Not so, say gold advocates who are convinced that the 1993 rally that brought bullion near $400 an ounce is only the beginning of a major bull market.Charles M. LaLoggia, who examines investment trends in his newsletter LaLoggia's Special Situation Report and Stock Market Forecast, believes the traditional pitch for gold as an inflation hedge still carries weight.
People who shun gold and its proxies - such as mining company stocks - simply because the United States has enjoyed several years of mild inflation are missing out on rewarding investment opportunities, he contends.
Putting some historical perspective on the country's inflation performance helps explain his point. The 2.7 percent increase in the Consumer Price Index last year looks abnormally low to anyone who remembers the double-digit inflation rates of the 1980s. But, in fact, it is close to the 3 percent average annual rate since the 1920s.
And LaLoggia thinks rapid growth in the U.S. money supply over the past three years inevitably will cause inflation to resurface.
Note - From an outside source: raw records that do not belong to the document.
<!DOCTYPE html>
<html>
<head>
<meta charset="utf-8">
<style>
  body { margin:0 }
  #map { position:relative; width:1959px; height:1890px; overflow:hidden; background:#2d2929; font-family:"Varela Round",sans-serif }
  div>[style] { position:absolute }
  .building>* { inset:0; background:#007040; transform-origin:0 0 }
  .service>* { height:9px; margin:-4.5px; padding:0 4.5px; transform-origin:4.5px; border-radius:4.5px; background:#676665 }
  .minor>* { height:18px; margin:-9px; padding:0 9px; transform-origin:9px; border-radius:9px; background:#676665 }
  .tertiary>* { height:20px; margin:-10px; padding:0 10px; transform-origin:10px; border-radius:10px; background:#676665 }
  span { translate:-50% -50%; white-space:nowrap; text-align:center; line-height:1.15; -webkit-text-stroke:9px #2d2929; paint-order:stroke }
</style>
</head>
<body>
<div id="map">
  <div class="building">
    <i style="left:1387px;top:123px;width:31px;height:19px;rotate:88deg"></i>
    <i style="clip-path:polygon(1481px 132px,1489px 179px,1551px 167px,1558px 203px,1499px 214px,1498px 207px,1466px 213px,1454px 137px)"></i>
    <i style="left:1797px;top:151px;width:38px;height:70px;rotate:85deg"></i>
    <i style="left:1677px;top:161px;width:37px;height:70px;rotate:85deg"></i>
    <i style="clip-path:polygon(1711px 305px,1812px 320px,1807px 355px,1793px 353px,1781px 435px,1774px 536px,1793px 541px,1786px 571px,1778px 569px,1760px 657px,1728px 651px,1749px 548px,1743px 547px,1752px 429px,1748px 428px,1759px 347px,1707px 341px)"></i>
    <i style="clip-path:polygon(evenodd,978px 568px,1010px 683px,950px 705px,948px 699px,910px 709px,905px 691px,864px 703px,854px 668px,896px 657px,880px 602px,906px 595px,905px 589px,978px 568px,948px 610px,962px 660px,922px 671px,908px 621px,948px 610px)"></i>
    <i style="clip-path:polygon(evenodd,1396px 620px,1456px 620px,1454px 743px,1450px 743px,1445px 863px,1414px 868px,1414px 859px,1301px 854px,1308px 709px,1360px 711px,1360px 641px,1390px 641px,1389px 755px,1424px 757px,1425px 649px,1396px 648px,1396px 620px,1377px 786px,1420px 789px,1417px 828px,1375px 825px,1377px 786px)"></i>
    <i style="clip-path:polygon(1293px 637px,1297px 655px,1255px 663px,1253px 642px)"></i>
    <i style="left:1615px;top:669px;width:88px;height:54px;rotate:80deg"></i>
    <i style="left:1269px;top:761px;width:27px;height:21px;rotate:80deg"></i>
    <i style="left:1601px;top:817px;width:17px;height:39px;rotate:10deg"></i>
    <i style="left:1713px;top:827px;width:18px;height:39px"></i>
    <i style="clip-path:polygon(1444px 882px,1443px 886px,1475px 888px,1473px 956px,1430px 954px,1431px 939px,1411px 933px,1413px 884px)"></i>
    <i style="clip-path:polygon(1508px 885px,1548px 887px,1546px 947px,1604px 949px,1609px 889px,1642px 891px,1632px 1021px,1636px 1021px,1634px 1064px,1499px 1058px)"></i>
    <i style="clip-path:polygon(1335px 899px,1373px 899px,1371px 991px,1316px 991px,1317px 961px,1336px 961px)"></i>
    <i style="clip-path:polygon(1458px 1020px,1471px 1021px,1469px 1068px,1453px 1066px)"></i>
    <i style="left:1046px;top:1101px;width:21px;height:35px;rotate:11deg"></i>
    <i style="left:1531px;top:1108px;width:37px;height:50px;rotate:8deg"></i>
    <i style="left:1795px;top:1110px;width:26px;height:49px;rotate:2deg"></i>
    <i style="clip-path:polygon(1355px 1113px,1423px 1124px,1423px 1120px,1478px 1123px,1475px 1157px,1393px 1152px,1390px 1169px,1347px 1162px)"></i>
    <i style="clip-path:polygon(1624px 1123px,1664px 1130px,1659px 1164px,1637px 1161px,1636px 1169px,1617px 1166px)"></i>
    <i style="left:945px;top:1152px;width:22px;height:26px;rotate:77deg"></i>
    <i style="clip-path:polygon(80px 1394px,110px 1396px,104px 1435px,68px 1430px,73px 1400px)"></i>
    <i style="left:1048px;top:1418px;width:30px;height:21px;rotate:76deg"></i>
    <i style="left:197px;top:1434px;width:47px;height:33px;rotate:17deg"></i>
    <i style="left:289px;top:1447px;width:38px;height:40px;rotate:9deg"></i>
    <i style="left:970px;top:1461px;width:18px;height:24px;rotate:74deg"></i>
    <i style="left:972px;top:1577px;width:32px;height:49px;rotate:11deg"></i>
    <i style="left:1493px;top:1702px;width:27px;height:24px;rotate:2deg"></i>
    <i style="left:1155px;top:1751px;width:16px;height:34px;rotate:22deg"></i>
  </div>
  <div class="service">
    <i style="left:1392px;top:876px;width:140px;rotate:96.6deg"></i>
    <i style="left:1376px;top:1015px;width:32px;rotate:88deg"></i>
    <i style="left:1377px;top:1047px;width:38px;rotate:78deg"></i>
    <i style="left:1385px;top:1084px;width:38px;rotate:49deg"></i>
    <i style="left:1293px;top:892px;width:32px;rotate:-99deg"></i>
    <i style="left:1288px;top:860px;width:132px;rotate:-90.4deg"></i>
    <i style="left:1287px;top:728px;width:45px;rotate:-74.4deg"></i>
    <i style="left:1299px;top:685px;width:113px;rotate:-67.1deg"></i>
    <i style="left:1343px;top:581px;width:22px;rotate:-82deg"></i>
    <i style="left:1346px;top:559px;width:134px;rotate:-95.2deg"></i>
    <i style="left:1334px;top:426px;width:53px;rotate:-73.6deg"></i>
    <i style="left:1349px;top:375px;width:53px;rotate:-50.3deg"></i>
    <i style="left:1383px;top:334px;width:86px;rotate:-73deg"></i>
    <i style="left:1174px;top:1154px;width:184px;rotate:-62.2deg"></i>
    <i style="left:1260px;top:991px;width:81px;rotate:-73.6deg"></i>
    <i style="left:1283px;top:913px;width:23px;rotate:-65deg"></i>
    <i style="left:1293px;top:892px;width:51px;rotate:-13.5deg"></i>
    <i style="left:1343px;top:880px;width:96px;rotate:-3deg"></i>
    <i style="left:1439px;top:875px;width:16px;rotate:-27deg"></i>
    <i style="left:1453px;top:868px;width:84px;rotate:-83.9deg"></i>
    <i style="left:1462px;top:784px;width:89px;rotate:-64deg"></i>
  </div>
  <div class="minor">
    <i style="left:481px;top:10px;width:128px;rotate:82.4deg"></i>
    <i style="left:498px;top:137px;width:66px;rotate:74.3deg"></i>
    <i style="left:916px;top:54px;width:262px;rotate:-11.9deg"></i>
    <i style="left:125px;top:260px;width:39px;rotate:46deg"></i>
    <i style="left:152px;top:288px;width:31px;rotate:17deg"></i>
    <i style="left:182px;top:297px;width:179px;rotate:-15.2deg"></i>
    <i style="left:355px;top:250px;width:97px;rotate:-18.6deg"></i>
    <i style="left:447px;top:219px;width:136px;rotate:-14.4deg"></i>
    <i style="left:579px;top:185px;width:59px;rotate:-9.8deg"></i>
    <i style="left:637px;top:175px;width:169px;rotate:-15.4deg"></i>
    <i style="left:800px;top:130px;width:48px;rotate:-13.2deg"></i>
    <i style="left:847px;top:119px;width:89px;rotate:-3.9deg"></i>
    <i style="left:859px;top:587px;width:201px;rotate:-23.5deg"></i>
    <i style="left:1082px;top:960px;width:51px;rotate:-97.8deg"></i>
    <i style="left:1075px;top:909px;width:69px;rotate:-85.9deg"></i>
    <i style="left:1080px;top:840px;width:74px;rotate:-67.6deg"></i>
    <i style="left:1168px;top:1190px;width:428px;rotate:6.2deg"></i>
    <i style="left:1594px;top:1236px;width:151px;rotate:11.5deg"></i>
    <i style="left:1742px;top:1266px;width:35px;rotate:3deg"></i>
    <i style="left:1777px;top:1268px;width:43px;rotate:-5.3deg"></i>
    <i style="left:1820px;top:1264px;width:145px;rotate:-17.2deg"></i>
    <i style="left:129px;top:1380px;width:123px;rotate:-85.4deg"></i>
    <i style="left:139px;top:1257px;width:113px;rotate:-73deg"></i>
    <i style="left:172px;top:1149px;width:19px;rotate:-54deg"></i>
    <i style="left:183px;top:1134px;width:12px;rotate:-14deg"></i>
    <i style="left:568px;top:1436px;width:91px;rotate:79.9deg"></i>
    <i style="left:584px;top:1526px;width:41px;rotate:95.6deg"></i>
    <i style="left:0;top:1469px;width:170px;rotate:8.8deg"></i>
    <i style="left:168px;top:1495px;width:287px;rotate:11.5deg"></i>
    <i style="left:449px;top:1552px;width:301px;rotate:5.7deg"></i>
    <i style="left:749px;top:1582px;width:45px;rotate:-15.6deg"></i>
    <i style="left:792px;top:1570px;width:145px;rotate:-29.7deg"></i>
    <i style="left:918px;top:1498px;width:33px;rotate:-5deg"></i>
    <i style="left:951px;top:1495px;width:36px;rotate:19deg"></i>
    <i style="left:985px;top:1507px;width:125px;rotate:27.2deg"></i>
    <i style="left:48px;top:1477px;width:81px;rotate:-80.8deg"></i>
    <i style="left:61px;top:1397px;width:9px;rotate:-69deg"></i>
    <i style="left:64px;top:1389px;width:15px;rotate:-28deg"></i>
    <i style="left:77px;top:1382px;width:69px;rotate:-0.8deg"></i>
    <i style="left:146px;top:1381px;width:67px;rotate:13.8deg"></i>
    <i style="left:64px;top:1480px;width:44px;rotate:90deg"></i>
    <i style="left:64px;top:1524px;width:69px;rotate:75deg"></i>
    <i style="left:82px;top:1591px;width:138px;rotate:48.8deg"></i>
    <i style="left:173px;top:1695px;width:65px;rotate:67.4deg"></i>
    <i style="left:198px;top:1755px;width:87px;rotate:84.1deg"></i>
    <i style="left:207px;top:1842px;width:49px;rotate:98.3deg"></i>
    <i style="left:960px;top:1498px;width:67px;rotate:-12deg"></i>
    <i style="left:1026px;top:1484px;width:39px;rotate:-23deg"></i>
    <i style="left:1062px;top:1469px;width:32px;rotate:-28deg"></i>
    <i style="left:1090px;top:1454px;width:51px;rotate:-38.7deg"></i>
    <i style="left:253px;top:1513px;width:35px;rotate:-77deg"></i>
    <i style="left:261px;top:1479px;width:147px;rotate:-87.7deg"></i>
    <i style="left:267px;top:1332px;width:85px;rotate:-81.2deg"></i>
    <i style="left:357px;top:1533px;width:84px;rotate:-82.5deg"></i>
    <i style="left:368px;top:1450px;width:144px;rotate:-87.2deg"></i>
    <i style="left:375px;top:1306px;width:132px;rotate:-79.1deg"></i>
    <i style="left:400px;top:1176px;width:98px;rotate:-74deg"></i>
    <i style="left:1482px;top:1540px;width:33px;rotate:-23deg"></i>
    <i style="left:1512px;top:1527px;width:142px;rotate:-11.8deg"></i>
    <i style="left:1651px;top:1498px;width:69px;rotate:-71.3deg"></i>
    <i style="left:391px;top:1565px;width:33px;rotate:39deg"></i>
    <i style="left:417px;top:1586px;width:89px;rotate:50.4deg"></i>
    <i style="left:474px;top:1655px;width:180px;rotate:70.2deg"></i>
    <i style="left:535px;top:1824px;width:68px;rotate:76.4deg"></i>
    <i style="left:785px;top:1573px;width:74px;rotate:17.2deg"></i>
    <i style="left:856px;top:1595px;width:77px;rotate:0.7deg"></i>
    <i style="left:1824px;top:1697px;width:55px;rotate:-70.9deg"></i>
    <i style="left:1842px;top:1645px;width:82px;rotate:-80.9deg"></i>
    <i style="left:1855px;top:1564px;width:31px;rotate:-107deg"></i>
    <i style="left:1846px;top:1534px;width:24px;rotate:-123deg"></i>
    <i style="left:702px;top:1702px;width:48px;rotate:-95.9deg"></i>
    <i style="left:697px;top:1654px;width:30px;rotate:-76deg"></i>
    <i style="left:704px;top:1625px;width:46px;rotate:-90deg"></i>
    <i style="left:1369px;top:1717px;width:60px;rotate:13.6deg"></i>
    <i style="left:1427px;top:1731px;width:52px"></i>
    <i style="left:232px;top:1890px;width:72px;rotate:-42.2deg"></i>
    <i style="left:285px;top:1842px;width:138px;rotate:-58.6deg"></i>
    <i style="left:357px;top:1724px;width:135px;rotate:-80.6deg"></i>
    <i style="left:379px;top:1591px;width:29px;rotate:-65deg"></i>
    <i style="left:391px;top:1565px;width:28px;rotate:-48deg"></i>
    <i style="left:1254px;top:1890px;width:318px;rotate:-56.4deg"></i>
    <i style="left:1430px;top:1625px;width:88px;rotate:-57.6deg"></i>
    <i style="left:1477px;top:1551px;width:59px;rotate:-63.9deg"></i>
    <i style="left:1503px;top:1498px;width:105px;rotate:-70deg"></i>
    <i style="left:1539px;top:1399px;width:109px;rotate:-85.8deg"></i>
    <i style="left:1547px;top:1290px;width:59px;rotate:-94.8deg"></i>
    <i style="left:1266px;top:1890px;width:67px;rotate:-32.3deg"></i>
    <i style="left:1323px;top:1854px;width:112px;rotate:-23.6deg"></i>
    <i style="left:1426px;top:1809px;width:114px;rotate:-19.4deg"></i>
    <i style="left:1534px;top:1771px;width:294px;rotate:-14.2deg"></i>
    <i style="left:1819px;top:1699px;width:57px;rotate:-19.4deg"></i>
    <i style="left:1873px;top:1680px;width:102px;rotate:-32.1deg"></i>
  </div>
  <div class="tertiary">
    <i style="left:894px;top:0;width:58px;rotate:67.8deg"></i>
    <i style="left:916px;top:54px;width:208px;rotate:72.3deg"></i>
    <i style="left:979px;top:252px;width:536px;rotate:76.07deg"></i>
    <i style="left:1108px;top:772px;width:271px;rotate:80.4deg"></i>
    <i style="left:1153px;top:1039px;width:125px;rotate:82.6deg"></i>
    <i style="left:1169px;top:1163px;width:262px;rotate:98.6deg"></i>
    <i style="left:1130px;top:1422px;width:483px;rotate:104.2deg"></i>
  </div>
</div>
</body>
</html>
Even if prices don't skyrocket, they could easily bob up above the historical norm of 3 percent.
In addition, LaLoggia recommends investors view gold from a global standpoint.
"In most of the developing Asian economies, where wealth is being accumulated rapidly, gold is considered to be a store of wealth, a sign of status and also an insurance policy against inflation and financial upheaval," he wrote in a recent issue of his Rochester, N.Y.-based newsletter.
Another factor shaping gold's fate is that Russia unloaded most of its gold reserves during the breakup of the Soviet Union and now its mining industry is in disarray. That will curb future supply.
The shrinking supply could come at a time of rising demand. James Benham, chairman of the Benham Group mutual fund company, said the German and Japanese currencies that formerly gave inflation-wary investors safe havens have lost some of their credibility due to economic difficulties in those countries.
Gold "demand is being fueled by the absence of any true hard currencies for investors," noted Benham.